What to work on: Every line of the records that contains "butt" should be tallied, and only the resulting number returned.

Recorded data
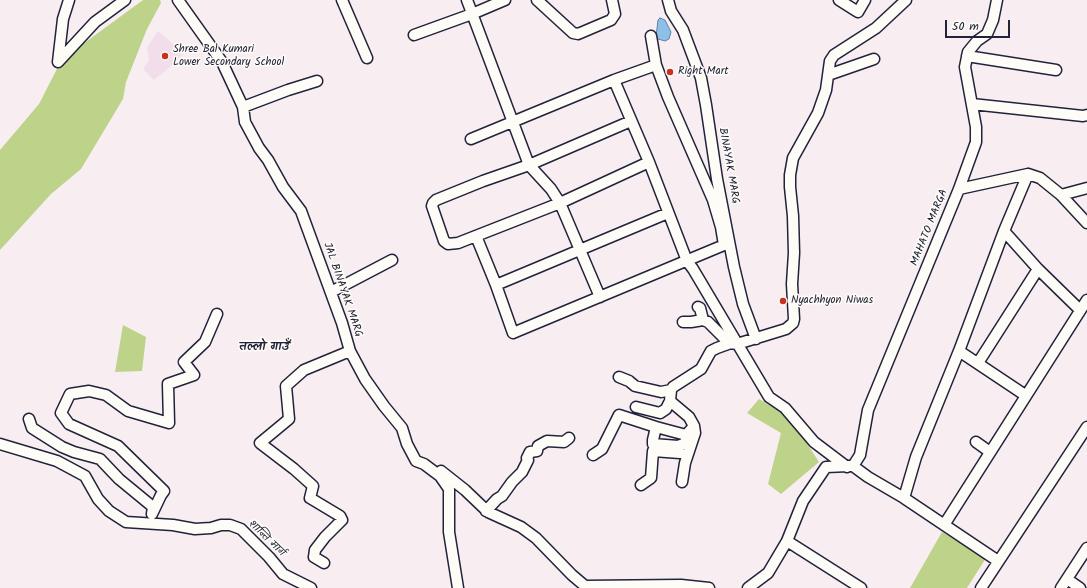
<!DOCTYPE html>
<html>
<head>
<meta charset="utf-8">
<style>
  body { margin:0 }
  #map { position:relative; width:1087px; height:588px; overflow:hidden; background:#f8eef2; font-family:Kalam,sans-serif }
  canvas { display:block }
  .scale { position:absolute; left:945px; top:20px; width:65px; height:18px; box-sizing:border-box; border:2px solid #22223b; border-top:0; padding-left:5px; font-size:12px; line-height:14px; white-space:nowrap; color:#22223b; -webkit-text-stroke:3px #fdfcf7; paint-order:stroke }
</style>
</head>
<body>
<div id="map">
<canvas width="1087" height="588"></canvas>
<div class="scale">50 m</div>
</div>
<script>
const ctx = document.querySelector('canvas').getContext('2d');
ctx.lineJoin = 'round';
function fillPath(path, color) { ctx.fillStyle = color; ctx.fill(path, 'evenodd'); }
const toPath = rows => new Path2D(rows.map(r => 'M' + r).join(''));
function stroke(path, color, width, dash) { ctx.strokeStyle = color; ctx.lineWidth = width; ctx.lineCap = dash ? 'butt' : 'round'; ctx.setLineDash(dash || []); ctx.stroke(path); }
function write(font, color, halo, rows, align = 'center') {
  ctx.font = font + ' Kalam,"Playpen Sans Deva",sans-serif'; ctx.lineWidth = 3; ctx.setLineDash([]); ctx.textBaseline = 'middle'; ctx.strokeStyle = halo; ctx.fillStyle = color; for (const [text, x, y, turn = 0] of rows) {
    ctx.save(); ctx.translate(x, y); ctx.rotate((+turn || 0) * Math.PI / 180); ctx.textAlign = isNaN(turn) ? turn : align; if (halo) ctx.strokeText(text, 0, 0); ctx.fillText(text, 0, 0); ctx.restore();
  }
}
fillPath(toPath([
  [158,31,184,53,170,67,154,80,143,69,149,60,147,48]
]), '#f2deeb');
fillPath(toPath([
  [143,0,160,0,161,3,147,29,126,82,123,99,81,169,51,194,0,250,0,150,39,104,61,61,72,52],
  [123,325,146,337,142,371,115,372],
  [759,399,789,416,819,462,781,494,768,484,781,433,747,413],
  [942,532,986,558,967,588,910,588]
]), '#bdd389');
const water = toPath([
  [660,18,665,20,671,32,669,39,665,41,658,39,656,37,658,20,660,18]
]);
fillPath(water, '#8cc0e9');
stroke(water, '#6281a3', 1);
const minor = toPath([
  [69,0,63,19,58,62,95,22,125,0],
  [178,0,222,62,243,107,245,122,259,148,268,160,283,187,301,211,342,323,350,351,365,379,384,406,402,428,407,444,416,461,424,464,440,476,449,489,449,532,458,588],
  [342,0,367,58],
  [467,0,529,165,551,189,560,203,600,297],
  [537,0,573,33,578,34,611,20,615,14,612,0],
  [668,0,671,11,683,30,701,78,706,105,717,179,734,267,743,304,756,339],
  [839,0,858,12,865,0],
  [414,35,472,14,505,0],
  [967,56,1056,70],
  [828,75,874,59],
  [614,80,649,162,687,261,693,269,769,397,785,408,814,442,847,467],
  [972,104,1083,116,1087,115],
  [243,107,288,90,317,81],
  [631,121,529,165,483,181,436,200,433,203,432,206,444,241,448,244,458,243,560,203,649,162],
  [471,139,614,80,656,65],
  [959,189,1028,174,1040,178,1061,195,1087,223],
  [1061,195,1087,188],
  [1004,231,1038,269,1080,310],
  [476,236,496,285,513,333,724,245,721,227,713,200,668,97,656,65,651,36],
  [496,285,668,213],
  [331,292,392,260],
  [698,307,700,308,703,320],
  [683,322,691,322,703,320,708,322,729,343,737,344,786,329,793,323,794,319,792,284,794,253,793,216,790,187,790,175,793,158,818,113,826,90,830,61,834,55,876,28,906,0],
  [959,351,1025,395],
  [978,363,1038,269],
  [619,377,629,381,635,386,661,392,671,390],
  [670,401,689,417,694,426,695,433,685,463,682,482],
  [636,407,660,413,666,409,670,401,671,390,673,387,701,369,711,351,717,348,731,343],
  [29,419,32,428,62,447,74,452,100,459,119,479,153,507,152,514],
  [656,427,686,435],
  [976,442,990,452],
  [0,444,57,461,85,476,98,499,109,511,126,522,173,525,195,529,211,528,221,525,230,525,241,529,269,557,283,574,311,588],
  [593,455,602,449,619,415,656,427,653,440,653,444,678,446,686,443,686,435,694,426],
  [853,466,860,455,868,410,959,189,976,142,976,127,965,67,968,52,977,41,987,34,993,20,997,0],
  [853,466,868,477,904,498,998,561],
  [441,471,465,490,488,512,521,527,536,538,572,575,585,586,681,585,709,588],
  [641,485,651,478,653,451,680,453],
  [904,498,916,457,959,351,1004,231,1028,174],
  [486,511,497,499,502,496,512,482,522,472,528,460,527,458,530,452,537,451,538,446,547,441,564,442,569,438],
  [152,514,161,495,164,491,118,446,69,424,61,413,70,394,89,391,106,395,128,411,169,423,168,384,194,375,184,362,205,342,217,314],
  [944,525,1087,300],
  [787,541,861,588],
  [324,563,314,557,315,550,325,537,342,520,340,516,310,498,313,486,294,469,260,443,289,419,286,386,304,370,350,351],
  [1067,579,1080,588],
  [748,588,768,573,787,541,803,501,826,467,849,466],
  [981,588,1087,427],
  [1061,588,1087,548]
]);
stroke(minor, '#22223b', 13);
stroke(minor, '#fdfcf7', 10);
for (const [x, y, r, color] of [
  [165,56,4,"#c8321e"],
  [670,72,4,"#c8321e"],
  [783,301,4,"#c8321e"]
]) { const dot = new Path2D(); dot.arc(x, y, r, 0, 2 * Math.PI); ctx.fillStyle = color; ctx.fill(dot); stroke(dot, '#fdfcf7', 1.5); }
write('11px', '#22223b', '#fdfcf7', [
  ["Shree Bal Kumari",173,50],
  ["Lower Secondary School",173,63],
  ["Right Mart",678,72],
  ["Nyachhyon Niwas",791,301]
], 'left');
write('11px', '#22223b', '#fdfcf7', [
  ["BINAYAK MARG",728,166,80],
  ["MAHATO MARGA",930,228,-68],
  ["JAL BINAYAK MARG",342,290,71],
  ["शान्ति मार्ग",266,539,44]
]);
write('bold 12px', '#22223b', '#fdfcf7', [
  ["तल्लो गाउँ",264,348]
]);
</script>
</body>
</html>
* * *
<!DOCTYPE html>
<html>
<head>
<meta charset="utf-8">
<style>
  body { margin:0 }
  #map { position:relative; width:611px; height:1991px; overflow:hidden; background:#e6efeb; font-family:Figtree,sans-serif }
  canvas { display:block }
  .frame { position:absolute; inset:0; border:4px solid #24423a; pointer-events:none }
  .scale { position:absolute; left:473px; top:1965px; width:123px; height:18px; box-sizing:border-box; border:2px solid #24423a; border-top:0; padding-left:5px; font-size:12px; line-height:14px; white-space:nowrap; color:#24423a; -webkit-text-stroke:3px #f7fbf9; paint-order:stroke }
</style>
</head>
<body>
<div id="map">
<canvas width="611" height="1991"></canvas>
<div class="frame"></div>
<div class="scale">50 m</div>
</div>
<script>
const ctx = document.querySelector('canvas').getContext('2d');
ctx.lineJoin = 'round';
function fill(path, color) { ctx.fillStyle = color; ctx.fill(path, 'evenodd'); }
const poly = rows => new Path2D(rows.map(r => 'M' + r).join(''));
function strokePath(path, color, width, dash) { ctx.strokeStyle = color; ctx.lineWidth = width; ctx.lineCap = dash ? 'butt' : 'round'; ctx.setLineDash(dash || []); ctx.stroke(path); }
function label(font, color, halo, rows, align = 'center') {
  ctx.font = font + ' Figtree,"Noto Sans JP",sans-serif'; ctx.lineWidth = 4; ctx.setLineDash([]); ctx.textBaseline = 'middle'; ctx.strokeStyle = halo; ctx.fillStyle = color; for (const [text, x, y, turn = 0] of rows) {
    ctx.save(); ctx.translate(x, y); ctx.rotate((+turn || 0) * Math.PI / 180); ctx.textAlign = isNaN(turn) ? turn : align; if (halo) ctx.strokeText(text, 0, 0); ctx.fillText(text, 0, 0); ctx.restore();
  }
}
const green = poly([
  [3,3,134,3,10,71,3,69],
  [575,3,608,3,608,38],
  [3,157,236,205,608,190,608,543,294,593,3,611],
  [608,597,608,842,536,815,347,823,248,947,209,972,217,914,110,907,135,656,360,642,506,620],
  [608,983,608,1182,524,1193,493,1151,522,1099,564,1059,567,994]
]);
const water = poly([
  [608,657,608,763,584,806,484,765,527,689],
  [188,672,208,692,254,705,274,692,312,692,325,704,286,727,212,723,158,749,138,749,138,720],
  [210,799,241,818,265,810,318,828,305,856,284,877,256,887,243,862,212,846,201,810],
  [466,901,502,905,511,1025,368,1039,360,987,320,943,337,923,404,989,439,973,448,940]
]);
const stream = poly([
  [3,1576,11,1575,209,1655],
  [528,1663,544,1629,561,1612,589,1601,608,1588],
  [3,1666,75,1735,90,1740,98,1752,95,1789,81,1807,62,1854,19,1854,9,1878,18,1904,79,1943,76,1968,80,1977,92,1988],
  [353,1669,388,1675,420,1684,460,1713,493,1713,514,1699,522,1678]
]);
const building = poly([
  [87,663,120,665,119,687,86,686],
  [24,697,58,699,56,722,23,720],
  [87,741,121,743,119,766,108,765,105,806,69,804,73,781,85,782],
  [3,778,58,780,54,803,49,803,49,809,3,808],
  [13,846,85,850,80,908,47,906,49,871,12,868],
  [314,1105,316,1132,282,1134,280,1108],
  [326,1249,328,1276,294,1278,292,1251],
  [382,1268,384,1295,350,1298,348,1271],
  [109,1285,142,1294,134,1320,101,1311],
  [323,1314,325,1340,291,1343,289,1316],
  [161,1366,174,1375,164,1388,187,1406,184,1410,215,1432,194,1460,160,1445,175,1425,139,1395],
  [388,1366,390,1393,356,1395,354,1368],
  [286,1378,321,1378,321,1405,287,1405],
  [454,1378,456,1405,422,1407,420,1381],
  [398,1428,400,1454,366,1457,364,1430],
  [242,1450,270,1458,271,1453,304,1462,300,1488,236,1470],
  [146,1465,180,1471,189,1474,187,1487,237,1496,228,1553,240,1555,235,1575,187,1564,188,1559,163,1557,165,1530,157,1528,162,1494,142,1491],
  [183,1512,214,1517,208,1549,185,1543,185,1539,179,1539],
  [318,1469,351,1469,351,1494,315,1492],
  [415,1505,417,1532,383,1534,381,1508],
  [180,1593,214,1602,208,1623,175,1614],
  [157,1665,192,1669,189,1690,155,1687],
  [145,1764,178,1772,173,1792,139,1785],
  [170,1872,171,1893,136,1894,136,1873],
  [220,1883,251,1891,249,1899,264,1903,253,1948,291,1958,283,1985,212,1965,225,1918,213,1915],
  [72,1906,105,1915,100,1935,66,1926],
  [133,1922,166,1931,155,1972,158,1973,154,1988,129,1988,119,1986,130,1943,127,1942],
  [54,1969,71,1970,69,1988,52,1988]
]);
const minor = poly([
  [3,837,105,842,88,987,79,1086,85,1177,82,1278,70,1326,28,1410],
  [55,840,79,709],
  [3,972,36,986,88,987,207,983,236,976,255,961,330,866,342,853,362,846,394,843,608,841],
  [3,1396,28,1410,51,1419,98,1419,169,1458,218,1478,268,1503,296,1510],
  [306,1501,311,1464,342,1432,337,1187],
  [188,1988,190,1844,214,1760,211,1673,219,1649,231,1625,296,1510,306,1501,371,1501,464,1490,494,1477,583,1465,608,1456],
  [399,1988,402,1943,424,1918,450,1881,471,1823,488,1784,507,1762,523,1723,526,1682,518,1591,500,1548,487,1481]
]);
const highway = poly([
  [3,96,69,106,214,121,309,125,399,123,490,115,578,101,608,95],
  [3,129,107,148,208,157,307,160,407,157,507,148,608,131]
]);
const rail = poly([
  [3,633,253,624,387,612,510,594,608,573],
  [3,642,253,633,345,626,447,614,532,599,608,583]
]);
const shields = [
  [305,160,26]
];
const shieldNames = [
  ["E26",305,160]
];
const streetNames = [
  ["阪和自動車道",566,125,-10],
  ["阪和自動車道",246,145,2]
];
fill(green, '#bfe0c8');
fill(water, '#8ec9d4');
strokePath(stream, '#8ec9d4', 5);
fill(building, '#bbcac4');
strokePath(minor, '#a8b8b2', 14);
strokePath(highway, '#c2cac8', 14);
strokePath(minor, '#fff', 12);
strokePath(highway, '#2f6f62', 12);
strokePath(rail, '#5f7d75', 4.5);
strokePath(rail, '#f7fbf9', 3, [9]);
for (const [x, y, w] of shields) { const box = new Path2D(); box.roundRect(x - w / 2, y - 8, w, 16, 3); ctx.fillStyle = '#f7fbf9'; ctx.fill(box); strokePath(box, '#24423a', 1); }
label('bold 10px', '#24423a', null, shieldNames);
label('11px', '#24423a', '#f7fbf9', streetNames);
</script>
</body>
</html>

Solution to the exercise: 2